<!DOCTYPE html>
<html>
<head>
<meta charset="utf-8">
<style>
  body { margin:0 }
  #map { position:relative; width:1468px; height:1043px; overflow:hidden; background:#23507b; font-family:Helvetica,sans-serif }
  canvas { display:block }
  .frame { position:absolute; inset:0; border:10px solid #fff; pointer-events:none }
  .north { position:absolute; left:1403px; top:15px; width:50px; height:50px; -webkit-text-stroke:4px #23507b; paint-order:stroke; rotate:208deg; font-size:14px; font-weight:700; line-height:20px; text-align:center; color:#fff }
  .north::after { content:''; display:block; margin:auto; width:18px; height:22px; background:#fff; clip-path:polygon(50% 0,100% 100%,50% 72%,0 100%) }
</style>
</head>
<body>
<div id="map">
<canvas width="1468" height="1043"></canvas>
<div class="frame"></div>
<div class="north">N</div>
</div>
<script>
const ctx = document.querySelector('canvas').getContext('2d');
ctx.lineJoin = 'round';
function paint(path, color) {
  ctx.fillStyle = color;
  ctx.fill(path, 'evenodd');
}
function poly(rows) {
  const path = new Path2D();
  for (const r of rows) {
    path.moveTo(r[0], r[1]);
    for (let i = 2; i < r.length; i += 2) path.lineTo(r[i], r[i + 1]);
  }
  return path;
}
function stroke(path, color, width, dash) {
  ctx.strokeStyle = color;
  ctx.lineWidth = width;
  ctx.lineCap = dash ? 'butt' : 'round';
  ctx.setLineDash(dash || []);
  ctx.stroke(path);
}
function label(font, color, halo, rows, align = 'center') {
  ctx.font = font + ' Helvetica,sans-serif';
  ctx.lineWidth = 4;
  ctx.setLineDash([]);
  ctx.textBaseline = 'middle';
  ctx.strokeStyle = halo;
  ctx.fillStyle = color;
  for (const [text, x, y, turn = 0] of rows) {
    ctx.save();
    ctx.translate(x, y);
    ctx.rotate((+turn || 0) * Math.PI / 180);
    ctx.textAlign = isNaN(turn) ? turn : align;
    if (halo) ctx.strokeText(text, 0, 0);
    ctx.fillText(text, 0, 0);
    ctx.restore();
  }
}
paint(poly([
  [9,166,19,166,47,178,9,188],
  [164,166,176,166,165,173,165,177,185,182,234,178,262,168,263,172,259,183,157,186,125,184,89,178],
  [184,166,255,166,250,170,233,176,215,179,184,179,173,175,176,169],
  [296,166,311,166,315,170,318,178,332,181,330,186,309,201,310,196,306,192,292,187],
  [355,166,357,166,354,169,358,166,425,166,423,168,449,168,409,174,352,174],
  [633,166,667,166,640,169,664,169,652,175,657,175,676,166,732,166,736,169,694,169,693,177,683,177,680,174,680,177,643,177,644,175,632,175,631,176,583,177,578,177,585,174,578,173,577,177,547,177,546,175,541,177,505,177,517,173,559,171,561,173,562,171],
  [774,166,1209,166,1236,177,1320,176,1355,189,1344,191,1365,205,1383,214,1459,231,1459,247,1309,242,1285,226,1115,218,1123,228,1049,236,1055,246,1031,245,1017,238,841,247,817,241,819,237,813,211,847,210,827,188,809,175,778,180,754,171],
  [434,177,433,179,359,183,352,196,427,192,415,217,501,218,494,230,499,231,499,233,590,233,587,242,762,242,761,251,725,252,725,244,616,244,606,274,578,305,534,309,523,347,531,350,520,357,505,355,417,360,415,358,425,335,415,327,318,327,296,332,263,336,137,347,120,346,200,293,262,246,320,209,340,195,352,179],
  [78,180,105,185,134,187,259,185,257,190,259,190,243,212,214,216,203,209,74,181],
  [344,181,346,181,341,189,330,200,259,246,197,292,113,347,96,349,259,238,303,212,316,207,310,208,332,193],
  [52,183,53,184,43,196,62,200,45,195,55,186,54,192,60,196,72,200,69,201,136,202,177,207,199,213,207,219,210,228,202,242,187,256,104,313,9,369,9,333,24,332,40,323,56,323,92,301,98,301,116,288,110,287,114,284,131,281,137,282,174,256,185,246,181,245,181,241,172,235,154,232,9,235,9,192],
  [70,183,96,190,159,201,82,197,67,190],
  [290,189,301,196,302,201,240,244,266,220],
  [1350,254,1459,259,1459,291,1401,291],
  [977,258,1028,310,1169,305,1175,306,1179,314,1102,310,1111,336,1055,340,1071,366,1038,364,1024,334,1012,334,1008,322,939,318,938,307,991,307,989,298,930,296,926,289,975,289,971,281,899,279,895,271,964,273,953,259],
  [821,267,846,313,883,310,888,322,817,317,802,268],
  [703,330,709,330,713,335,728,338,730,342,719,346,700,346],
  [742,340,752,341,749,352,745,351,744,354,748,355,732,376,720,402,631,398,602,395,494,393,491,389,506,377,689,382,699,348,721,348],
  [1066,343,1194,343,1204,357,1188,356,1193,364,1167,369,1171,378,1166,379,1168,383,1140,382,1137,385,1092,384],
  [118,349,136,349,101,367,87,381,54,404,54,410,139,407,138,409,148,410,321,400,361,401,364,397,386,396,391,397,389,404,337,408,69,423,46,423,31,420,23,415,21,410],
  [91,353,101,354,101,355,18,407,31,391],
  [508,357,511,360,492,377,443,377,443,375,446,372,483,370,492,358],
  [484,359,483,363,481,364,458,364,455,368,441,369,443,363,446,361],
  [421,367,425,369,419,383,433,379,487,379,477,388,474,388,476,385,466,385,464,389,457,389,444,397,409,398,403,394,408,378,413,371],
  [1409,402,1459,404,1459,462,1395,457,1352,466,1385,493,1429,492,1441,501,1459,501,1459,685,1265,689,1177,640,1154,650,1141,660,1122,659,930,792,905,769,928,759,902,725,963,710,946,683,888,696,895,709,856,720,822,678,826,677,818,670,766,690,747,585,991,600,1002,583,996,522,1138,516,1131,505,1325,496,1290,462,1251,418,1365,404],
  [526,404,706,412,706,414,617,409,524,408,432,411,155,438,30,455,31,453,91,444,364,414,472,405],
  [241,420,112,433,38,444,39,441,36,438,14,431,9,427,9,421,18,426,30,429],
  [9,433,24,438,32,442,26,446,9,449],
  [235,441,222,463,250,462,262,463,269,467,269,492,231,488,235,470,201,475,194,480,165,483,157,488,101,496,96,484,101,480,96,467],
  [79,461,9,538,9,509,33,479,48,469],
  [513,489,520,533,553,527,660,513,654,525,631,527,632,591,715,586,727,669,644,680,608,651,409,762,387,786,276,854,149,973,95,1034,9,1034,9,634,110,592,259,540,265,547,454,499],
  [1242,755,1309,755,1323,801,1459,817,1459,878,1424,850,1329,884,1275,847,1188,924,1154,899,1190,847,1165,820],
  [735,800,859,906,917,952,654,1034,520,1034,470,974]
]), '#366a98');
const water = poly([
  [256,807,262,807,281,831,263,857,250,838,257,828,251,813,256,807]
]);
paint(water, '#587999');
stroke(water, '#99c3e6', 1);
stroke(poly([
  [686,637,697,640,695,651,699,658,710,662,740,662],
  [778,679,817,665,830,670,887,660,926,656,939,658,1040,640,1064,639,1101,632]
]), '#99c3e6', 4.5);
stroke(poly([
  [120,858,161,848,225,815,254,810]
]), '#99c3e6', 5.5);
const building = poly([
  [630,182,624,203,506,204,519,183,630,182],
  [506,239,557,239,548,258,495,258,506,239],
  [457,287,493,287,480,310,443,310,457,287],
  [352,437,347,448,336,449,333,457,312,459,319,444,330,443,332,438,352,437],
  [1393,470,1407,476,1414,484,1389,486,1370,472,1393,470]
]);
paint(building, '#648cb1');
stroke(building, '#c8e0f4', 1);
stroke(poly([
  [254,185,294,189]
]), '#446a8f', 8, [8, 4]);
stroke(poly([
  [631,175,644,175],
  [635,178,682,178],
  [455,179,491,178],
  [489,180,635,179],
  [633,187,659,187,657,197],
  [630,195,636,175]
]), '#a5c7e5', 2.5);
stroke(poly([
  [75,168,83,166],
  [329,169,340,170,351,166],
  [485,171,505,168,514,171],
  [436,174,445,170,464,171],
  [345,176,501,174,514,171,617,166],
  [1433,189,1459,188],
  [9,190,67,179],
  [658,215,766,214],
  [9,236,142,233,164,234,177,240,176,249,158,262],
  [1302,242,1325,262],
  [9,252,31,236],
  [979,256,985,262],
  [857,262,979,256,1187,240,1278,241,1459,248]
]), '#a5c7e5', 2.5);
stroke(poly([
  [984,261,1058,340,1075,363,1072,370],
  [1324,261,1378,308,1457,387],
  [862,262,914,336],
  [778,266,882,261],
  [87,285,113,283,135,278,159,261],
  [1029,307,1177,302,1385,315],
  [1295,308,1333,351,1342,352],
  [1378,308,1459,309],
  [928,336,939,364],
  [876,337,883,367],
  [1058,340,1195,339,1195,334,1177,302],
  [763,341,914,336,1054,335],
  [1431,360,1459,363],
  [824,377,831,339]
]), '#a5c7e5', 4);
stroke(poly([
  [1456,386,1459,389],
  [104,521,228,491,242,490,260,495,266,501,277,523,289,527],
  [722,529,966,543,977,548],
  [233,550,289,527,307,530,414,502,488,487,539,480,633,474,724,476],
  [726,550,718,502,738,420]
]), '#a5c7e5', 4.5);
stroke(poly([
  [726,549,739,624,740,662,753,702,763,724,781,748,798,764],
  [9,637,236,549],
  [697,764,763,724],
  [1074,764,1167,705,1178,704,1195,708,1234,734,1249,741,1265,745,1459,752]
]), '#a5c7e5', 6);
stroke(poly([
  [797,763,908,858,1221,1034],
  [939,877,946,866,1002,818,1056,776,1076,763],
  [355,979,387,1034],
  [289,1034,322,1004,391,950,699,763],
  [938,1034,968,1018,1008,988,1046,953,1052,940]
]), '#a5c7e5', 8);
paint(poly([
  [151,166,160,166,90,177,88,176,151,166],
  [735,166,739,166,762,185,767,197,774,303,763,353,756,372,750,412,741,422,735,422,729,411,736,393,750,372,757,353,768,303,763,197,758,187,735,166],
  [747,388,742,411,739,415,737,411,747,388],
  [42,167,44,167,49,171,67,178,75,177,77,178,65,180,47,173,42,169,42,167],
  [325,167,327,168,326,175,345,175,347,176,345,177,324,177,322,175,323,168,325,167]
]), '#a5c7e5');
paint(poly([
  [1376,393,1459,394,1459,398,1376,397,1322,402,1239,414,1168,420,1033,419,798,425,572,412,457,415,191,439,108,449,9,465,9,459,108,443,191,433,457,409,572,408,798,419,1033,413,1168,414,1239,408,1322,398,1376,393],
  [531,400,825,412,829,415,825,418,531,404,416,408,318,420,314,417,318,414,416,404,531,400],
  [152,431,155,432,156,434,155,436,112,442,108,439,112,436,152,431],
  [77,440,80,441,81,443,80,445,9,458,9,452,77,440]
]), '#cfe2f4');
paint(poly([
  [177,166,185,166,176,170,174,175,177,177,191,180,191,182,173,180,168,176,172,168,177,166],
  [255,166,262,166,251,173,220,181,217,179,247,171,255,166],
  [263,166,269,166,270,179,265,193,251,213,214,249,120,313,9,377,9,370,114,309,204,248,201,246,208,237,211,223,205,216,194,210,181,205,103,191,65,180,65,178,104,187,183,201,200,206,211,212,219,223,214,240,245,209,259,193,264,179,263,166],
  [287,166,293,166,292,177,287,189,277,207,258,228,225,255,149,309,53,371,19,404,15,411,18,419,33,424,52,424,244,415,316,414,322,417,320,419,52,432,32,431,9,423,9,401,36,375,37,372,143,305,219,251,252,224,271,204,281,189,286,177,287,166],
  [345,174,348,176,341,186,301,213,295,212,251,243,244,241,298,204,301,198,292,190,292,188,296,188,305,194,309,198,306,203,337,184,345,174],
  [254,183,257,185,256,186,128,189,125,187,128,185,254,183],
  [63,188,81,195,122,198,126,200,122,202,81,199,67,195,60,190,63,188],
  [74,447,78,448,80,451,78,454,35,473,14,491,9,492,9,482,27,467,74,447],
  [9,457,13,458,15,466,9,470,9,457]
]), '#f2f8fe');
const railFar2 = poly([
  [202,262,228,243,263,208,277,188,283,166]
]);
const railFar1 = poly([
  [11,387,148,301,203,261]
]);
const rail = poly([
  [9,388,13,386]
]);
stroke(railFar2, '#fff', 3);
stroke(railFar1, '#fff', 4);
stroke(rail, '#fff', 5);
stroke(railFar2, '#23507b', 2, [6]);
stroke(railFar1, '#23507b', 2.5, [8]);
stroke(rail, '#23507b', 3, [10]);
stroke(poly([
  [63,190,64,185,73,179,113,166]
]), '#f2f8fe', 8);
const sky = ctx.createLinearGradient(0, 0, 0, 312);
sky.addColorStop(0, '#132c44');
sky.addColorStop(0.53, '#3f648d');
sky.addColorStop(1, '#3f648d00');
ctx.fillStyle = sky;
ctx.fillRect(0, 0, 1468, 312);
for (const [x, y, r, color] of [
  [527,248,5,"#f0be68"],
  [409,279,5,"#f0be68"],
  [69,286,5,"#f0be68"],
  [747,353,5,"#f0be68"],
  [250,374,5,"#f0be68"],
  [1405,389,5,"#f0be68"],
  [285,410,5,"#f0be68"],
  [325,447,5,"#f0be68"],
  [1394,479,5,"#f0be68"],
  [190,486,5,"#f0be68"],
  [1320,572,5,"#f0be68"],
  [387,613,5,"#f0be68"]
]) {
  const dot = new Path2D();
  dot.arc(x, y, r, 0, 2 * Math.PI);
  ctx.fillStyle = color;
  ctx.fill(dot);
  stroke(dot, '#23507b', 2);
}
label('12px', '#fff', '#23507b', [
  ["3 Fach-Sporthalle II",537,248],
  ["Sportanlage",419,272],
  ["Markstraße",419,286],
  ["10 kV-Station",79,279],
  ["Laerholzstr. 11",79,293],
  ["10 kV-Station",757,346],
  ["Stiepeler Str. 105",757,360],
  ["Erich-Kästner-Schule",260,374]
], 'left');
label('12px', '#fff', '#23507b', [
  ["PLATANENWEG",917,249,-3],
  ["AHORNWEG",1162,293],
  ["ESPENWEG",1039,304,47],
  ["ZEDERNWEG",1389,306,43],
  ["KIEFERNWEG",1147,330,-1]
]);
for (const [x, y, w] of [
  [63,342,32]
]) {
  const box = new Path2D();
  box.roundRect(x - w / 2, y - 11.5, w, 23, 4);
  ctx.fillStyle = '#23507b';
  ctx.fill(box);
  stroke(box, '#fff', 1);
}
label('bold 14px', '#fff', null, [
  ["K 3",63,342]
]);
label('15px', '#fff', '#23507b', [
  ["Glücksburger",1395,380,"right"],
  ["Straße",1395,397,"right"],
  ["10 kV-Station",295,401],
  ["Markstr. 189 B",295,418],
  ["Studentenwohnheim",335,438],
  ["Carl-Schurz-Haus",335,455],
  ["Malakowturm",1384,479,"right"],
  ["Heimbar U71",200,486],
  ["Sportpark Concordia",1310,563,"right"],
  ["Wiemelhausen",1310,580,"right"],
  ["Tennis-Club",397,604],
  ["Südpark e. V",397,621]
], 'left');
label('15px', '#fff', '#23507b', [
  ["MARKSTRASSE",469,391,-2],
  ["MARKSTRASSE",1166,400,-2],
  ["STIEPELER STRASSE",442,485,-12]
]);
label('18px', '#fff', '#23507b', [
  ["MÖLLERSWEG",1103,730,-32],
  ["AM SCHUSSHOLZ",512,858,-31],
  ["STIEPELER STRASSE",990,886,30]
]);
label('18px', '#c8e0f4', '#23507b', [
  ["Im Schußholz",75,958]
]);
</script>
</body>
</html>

::::::

Among the records above, only the lines between the line holding "for (const [x, y, w]" and the line holding "stroke(box, '#fff', 1);", inclusive, are to be output, exactly as written.

for (const [x, y, w] of [
  [63,342,32]
]) {
  const box = new Path2D();
  box.roundRect(x - w / 2, y - 11.5, w, 23, 4);
  ctx.fillStyle = '#23507b';
  ctx.fill(box);
  stroke(box, '#fff', 1);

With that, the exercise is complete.